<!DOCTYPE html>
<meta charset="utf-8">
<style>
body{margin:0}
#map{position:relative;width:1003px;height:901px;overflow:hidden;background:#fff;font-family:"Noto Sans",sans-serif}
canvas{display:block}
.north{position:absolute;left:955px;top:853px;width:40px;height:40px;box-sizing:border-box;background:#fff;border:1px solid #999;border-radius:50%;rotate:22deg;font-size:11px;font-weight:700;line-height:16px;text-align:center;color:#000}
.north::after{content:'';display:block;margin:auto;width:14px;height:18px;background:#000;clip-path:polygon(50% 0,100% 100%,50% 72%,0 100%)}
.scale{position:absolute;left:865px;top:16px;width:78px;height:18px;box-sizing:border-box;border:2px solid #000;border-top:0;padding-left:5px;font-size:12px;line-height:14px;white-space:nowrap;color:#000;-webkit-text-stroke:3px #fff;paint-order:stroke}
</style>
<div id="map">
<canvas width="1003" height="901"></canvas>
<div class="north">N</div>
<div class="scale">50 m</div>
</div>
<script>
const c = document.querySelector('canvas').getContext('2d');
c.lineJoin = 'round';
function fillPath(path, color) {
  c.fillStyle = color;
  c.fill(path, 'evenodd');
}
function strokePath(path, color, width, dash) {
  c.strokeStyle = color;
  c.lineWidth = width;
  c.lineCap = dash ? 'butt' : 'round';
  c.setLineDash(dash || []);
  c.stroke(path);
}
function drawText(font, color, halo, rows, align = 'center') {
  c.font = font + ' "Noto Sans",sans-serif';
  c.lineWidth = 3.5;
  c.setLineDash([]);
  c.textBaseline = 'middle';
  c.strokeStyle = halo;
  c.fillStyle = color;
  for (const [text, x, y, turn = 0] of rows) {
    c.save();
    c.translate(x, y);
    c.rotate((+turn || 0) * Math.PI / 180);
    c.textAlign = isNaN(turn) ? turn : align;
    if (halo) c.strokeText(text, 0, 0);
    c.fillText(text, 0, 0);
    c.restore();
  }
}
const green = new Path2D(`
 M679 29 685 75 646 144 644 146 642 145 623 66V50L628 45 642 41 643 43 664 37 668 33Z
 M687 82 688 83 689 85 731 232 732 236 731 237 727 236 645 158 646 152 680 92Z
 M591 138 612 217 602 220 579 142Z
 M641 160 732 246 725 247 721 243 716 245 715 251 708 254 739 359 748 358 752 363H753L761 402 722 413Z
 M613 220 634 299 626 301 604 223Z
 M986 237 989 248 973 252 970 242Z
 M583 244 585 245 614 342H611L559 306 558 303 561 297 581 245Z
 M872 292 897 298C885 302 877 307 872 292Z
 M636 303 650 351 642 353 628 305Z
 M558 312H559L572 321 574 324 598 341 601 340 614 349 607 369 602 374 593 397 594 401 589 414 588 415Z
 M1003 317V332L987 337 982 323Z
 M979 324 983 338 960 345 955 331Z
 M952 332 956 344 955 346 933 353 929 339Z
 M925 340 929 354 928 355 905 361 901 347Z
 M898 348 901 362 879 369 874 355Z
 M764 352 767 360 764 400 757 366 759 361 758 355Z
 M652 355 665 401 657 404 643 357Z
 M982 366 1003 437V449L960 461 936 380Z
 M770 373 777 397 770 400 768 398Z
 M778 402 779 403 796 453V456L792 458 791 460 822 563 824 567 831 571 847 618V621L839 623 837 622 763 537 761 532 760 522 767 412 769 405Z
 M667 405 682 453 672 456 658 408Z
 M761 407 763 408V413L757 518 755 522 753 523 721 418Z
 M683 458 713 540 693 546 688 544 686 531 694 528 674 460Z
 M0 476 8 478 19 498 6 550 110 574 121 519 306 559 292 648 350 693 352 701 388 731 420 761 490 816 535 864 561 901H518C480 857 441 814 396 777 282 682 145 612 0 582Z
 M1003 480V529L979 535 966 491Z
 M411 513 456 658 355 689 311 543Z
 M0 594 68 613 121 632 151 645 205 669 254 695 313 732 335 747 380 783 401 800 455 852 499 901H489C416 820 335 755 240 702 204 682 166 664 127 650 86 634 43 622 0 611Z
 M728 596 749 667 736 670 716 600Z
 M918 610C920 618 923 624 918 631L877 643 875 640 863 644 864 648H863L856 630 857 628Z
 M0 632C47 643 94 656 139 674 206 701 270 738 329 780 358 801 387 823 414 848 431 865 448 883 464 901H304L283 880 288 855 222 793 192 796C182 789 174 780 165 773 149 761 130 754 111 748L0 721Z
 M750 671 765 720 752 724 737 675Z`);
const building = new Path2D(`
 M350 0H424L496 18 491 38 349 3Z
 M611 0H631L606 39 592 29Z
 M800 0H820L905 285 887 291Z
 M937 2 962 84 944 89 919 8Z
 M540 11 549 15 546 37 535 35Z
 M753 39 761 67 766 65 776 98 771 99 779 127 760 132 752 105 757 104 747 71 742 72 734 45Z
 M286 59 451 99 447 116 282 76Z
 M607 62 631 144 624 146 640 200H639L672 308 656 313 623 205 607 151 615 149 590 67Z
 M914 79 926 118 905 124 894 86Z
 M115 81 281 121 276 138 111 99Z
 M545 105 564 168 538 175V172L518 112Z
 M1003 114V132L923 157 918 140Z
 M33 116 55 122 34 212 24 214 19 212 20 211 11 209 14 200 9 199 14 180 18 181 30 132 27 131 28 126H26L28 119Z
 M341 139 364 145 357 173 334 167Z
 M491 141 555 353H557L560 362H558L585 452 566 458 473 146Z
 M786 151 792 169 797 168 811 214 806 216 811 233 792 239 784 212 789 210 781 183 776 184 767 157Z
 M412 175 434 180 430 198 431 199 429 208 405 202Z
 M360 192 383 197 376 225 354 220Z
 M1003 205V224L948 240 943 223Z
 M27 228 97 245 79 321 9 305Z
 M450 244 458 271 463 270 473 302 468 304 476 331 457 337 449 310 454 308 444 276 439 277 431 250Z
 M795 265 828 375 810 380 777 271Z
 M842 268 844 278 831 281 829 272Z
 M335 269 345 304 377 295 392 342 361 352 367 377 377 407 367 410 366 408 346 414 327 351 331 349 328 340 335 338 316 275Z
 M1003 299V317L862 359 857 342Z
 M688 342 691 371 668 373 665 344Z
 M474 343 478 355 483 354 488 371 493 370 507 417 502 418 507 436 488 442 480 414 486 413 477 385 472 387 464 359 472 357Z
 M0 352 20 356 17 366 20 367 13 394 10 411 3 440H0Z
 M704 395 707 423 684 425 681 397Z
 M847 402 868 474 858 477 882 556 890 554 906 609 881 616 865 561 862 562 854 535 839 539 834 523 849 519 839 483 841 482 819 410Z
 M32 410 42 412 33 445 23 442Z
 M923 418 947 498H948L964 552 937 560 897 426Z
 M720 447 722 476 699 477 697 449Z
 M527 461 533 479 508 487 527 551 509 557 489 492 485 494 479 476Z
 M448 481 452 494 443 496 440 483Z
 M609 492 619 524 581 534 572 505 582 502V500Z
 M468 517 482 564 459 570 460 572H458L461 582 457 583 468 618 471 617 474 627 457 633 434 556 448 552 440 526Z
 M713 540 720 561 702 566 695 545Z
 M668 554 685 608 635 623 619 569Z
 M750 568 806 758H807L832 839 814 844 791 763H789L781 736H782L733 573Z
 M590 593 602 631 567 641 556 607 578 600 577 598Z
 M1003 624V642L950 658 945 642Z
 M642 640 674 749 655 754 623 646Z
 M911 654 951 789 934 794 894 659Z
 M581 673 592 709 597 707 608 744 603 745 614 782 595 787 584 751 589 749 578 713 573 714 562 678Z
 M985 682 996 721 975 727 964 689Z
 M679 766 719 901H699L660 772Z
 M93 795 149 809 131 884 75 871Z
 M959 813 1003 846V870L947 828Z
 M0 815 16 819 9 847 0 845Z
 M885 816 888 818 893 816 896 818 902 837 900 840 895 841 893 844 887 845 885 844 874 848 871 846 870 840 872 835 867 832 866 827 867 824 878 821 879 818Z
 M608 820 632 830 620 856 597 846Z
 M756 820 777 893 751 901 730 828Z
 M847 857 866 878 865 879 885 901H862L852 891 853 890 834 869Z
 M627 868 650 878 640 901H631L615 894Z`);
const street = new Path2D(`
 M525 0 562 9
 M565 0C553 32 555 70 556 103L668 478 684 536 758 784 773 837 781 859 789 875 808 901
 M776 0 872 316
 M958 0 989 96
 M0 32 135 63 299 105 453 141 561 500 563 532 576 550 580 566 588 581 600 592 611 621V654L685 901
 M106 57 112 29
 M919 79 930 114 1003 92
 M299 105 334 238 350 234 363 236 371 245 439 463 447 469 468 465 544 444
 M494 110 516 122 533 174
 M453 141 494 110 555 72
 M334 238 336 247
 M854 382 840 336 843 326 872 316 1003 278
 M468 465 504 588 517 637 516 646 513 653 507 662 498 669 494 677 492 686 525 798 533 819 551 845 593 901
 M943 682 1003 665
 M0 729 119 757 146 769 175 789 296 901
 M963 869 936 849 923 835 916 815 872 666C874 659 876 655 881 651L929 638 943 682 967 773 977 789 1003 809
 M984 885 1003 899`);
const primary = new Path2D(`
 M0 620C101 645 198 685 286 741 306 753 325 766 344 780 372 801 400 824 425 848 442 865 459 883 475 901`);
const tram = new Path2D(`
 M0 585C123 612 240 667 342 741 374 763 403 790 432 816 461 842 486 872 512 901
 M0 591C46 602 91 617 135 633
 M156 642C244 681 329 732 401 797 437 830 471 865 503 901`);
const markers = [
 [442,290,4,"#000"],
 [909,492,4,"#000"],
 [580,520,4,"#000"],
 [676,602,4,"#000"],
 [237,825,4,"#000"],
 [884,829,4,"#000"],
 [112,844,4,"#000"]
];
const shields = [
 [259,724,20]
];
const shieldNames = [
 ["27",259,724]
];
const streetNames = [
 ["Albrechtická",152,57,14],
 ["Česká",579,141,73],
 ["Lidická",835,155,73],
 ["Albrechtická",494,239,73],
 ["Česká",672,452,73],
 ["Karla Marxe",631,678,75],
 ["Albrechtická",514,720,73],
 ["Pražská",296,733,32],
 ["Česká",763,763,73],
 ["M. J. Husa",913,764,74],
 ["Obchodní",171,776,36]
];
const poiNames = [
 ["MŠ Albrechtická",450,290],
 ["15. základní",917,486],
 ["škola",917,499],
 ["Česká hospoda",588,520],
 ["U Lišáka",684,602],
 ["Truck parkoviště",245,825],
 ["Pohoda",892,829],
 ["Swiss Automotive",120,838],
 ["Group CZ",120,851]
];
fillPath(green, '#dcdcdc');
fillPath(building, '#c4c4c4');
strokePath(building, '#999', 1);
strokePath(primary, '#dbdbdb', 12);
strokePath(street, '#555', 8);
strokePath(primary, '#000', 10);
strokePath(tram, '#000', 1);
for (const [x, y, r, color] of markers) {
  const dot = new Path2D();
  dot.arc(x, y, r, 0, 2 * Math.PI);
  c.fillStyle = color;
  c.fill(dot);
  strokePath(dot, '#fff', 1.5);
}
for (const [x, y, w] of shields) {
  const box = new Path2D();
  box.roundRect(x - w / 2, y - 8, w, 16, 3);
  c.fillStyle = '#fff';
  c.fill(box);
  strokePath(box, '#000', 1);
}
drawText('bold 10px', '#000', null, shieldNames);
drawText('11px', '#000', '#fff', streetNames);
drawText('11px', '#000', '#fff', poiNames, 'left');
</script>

## Task prompt
If a line in the records above contains the string "center", copy that line out.

## Result below
.north{position:absolute;left:955px;top:853px;width:40px;height:40px;box-sizing:border-box;background:#fff;border:1px solid #999;border-radius:50%;rotate:22deg;font-size:11px;font-weight:700;line-height:16px;text-align:center;color:#000}
function drawText(font, color, halo, rows, align = 'center') {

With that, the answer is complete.